If she was a prig, she was not so far gone that she did not sometimes recognize it, and smart behind the eyes accordingly. But to know is not to cure. She was beset by all kinds of dark helplessnesses that might become obsessions. If I am lost, then who can be saved; she was egotist enough to ask. She wanted very badly to make amends for the sins of others. So that in the face of desperate needs, and having rejected prayer as a rationally indefensible solution, she could not surrender her self-opinion, at least, not altogether. Searching the mirror, biting her fine lips, she said: I have strength, certainly, of a kind, if it is not arrogance. Or, she added, is it not perhaps – will?
One morning, while the curtains were still keeping the sun at bay, Laura Trevelyan set her mouth, and resolved to exercise that will in accepting the first stages of self-humiliation. As she had been giving the matter thought since quite an early hour, all the young woman’s pulses were beating and her wrists were weak by the time Rose arrived to admit the light.
The girl watched the thick arms reach up and jerk in that abrupt manner at the curtains. Then, when the room had received back its shape, and the can of water was standing in the basin, and one or two things that had fallen had been picked up and set to rights, the woman said:
‘You have not slept, miss.’
‘I would not say that I had not slept,’ Laura replied. ‘How can you tell, Rose?’
‘Oh, I know. There are things you can tell by knowing.’
‘You are determined to mystify me,’ laughed the girl, and immediately frowned to think how she must run the gauntlet of her servant’s intuition.
‘I am a simple woman,’ Rose said.
Laura held her face away. The yellow light was blinding her.
‘I do not know what you are, Rose. You have never shown me.’
‘Ah, now, miss, you are playing on my ignorance.’
‘In what way?’
‘How am I to show you what I am? I am not an educated person. I am just a woman.’
Laura Trevelyan got up quickly. She would have liked to open a cupboard, and to look inside. Her feelings would not have been disturbed by such a reasonable act and sight of inanimate objects. However, nothing important is easy. So she looked instead at Rose, and saw her struggling lip. In moments of distress, or even simple bewilderment, this would open like a live wound.

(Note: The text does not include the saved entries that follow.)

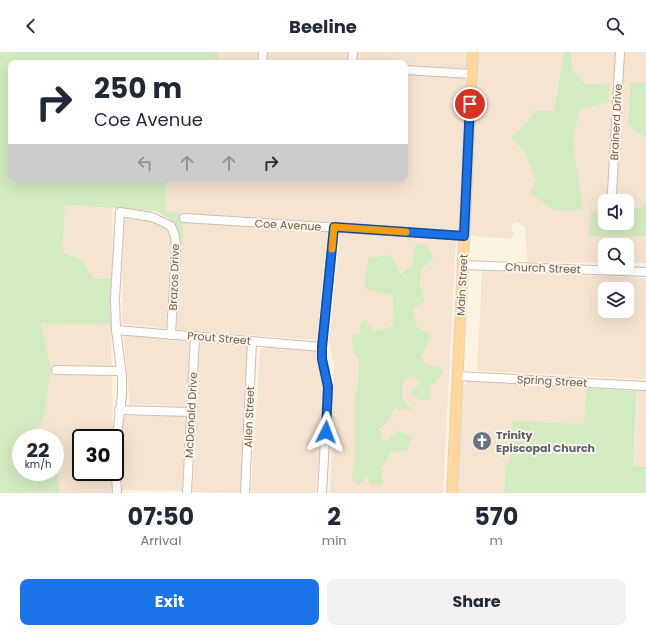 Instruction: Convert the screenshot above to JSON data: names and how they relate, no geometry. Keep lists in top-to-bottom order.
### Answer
{
  "streets": {
    "main road": ["Main Street"],
    "street": [
      "Brainerd Drive",
      "Coe Avenue",
      "Church Street",
      "Brazos Drive",
      "Prout Street",
      "Spring Street",
      "McDonald Drive",
      "Allen Street"
    ]
  },
  "crossings": [
    ["Coe Avenue", "Main Street"],
    ["Church Street", "Main Street"],
    ["Brazos Drive", "Prout Street"],
    ["Main Street", "Spring Street"],
    ["Prout Street", "McDonald Drive"],
    ["Prout Street", "Allen Street"]
  ],
  "places": {
    "church": ["Trinity Episcopal Church"]
  },
  "page": {
    "header": "Beeline",
    "turn": ["250 m", "Coe Avenue"],
    "speed": "22 km/h",
    "limit": "30",
    "eta": [
      "07:50",
      "Arrival",
      "2",
      "min",
      "570",
      "m"
    ],
    "buttons": ["Exit", "Share"]
  }
} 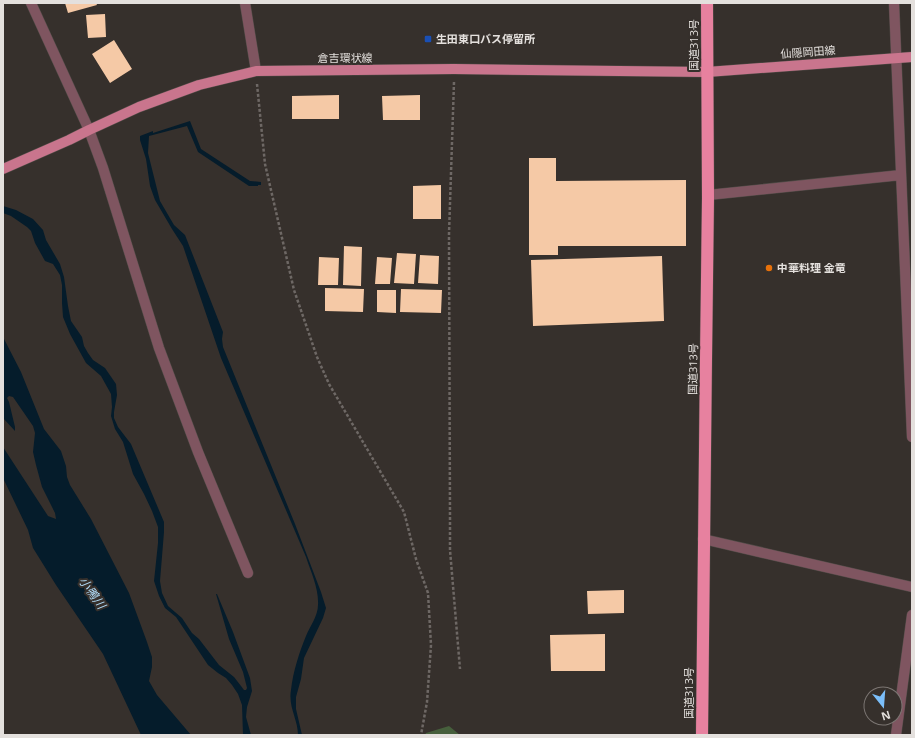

They were both exposed now in the centre of the thick carpet. They could have been trembling for a common nakedness. In the girl’s case, of course, her nightgown was rather fine.
‘There, miss,’ said Rose, covering her mistress with usual skill. ‘The mornings are still fresh.’
The two women were touching each other, briefly.
‘They are not really,’ shivered Laura Trevelyan, for whom all intimacies, whether of mind or body, were still a plunge.
Then she walked across the room, combing out her hair that the night had thickened.
‘Rose,’ she said, ‘you must see that you take care now. That you do nothing unnecessarily strenuous. That you do not lift weights, for instance, nor run downstairs.’
She was ashamed of the clumsiness, the ugliness of her own words, then, of their coldness, but she had not learnt to use them otherwise. She was, in final appraisal, without accomplishment.
‘You must not hurt yourself,’ she said ridiculously.
Rose was breathing. She was arranging things.
‘I’ll not harm,’ she said at last. ‘I have come through worse. I have been laid right open in my time.’
She did not expect exemption.
‘I shall resist all attempts to make me suffer, or to bring suffering to others,’ said the younger woman, to whom it was still a matter of will and theory.
The rather strange situation made her speak almost to herself, or to an impersonal companion. Since she had begun to prise the other’s close soul, she herself was opening stiffly.
‘I did not expect to suffer,’ Rose Portion was telling. ‘I was a young girl, in service in a big house. I was in the stillroom, I remember, under as decent a woman as ever you would be likely to find. It was a happy place, and in spring, when the blossom was out, you should have seen it, miss. It was the picture of perfection. That was it, perhaps. I did trust, and expect over much. Well, it is all past. I loved my little boy that was given me, but I would not have had him suffer. That was what they did not understand. They said it was a thing only a monster could have done, and all considered, I was getting off light with a sentence of transportation for life. But they had not carried my little boy, nor lain with all those thoughts, all those nights. Well, there it is. I was not meant to suffer, not then, or now – you would have said. But sufferin’ creeps up. And in different disguises. You do not recognize it, miss. You will see.’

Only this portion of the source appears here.